The Gators have already put together a slew of initiatives to drive turnout to their season opener against New Mexico State. Last Saturday brought news that Florida students could buy "guest tickets" to the September 5 contest for just $5, likely a discount of $20 on the face value for a ticket to that game. $15 tickets to the East Carolina game are available through the Florida Farm Bureau. Tickets to the New Mexico State, East Carolina, and Florida Atlantic games can be included in three-game packages headlined by a ticket to the Mississippi or Tennessee games that effectively discount each ticket by $5.

And now, via an email I just received, Florida is selling tickets via discount deals site LivingSocial:

Florida LivingSocial

Fans can buy two tickets in sections 318 to 329 — essentially, upper-level sections that stretch from the northeast to northwest corners of Ben Hill Griffin Stadium — to either the New Mexico State or Florida Atlantic games for $39, a discount of $5.50 on the face value of $25 per each single game ticket.

This isn't entirely new, and Florida's not the first school — even in the state — with seats available on a deals site, nor will it be the last. Earlier this summer, Groupon offered a package bundling tickets to Florida State's 2015 games against Texas State and Chattanooga with a Bobby Bowden-autographed photo, discounting all the items at least marginally — but that was through secondary ticket broker Official Fan Package, and that deal was a spectacular failure, with Groupon's page suggesting only one such package was purchased.

The LivingSocial deal, on the other hand, quite clearly exists with the backing of Florida's University Athletic Association, with "No vouchers provided by LivingSocial" appearing in the fine print and Ticketmaster ultimately handling the transaction.

I personally can't see the value in paying $19.50 for upper-level seating, especially when a few minutes of searching on Ticketmaster found multiple tickets for $27.25 (including fees) in Section 4, Row 7 — just above field-level on the more northern 15-yard-line. But the deal page suggests more than 100 such packages have been purchased.

If discounts on verified tickets directly from Florida aren't enough to get you out to the game, though, you might consider hitting up any buddies you have who hold season tickets. As Ryan Hinckley revealed on Twitter on Tuesday night, Florida appears to be mailing long-time season ticket-holders extra tickets for the New Mexico State game, along with a note from Jim McElwain.

Without dishing too much about Ryan, he (and his parents) are the sorts of die-hard Florida fans it would make tons of sense to ship extra tickets to; they'll know other people who will actually use them, so forsaking $50 on a pair of tickets is worth the goodwill of pleasing both loyal customers and their guests.

But piecing all of these efforts to sell extra tickets together, it's crystal clear that Florida is more than willing to sacrifice money — potentially thousands and thousands of dollars, given that selling just 100 packages of two tickets through LivingSocial would produce $1,100 less in revenue for the UAA even before LivingSocial and Ticketmaster deduct their cuts — to put fans in the stands.
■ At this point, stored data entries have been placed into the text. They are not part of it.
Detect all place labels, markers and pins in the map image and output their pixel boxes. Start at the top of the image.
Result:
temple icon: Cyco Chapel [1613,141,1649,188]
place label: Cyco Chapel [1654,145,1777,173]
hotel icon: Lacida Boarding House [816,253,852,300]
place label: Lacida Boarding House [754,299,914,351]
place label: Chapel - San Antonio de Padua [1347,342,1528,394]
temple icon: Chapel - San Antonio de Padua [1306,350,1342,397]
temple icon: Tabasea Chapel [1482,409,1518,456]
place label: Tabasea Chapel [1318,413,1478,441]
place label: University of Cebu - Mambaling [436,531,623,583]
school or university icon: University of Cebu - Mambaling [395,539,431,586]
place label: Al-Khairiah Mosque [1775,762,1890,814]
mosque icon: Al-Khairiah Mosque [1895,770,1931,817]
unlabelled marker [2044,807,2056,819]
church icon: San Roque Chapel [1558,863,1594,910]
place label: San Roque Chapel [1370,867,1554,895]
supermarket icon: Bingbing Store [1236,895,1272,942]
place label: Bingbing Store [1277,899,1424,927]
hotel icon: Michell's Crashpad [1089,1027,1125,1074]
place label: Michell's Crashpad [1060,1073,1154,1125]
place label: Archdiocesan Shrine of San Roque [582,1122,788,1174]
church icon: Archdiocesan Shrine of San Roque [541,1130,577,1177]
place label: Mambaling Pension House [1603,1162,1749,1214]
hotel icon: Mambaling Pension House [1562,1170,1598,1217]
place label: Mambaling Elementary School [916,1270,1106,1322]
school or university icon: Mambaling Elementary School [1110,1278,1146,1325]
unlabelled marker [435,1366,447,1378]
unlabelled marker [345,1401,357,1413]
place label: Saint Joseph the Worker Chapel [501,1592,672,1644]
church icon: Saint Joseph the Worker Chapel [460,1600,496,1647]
I'm skeptical, very skeptical, about whether this will actually work. Savvy fans know by now that the market for tickets to these games is very much a buyers' market, and I would be floored if anyone with enough patience and nerve couldn't get a ticket to the New Mexico State game for $5 or less from a scalper on the day of the game — but that's the price that Florida is offering to fans through student guest tickets, anyway, so it might not even cost that much to get a ticket from a desperate scalper.

I can't knock the hustle, though. Florida seems to have deemed the value to the program of fans in seats at a relatively meaningless game as greater than the full monetary value of every ticket, and I think that's wise.